===== SOURCE DATA =====

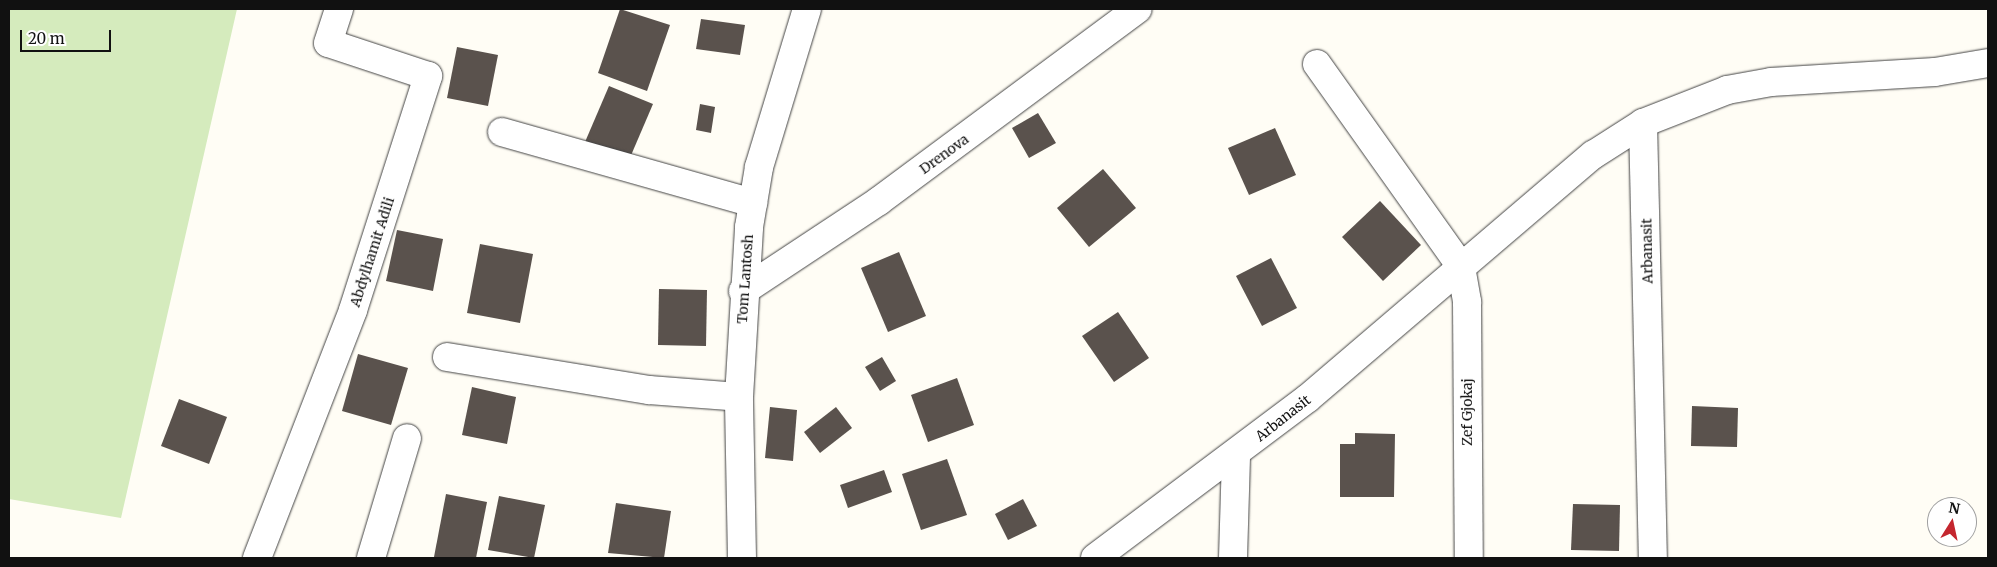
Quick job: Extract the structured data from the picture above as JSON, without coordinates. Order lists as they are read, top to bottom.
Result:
{
  "streets": {
    "street": [
      "Drenova",
      "Arbanasit",
      "Abdylhamit Adili",
      "Tom Lantosh",
      "Zef Gjokaj"
    ]
  },
  "crossings": [
    ["Drenova", "Tom Lantosh"],
    ["Arbanasit", "Zef Gjokaj"]
  ],
  "scale_bar": "20 m",
  "north": "top"
}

=====

▸ ABOUT THIS EXERCISE:
From the first line to the last, set down the records above exactly and skip the pictures.

▸ SOLUTION FOR THIS PROBLEM:
Quick job: Extract the structured data from the picture above as JSON, without coordinates. Order lists as they are read, top to bottom.
Result:
{
  "streets": {
    "street": [
      "Drenova",
      "Arbanasit",
      "Abdylhamit Adili",
      "Tom Lantosh",
      "Zef Gjokaj"
    ]
  },
  "crossings": [
    ["Drenova", "Tom Lantosh"],
    ["Arbanasit", "Zef Gjokaj"]
  ],
  "scale_bar": "20 m",
  "north": "top"
}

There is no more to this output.